To no one’s surprise, the apartment market’s investment ratings outlook is the strongest of the commercial real estate sectors. On a scale of one to 10, the multifamily marked came up with a 7.2 investment conditions rating. The industrial market scored 6.4; hotels, 5.6; and CBD office and retail, 4.6 each. The respondents ranked the city’s economy at 4.2 and the nation’s at 6.9.

Riggs says New Orleans is a classic “tale of two cities” because it’s still uncertain what can be rebuilt and where–and if the replacement development can be sustainable. The uncertainty has some investors cautiously waiting “to see what happens,” he says. “It wasn’t attractive before Katrina and they’re not so sure it’ll be attractive today. People think there are a lot of big bargains down there and people say there aren’t.”

According to RERC research, the going-in capitalization rate for the national apartment market was 6.4% in the first quarter whereas it was 7.6% in New Orleans. The required pre-tax yield rate is 8.6% nationally and 10.7% in the Big Easy. The South overall bears a 9% pre-tax yield rate. In the coming year, New Orleans’ effective rent change is projected to be 8.5% for multifamily units; 6% for industrial warehouse; 4.3% for suburban office and 0.8% for CBD office. Retail was not included in the rent findings. On the investment risk barometer, multifamily properties is ranked 6.3; hotels, 5.9; industrial, 5.8; retail, 5; and office, 4.6.

In general, the expectation is the rebuilding will bring higher paying jobs than pre-Katrina New Orleans–a strong likelihood since the AFL-CIO is funding $1 billion of Gulf Coast investments. Likewise, the capital infusions from the federal sector also carry promises of higher-paying jobs and a stronger economic base at the end of the rebuilding, which is being estimated to take five to 10 years. “This rebuilding of New Orleans will be one of the most unique we’ll see in our lifetime,” Riggs says. “At the end of the day, it will be a better city.”

The US Small Business Administration also just released data on processed applications. Of the 99.5% of processed requests, $10 billion in disaster loans have been approved for commercial rebuilding. According to the report, more than 21,750 businesses in the Gulf Coast disaster zone were cleared for $2.3 billion of loans, representing 51% of the applications for disaster recovery funds.

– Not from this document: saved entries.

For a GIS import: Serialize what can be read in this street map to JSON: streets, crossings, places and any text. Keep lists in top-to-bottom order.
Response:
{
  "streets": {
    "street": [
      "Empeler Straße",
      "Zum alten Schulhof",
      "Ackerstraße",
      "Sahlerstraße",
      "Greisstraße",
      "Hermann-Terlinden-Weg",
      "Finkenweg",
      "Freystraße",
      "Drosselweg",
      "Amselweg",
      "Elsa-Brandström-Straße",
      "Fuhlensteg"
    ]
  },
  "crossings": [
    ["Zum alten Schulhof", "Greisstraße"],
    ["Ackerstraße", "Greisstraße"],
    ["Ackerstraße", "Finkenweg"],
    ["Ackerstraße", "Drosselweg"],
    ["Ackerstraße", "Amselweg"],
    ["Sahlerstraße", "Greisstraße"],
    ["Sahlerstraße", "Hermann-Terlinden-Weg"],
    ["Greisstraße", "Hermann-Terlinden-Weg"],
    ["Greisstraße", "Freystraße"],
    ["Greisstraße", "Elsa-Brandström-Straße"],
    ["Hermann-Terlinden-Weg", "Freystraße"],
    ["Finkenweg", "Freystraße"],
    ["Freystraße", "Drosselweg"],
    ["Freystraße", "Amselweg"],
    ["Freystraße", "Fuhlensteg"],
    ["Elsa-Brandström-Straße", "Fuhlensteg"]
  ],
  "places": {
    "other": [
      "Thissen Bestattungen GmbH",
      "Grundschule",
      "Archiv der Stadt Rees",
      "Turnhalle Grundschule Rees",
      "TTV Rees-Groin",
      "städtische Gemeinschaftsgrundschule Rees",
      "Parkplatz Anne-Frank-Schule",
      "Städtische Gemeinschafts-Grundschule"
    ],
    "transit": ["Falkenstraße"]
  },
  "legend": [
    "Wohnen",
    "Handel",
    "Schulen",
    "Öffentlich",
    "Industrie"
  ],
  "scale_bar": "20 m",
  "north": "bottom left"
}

For homeowners and renters, 130,436 loans valued at $7.7 billion were approved. In addition, the SBA’s regular business loan program funded more than $790 million for 4,260 loans to commercial operations in hurricane-ravaged areas.

Louisiana led the SBA pack with $6.3 billion for 89,622 loans. Mississippi businesses will get $2.5 billion for 34,619 borrowers; Texas, $351 million for 8,487 requests; Florida, $767 million for 16,622 approved applications; and Alabama, $131 million for 2,838 loans.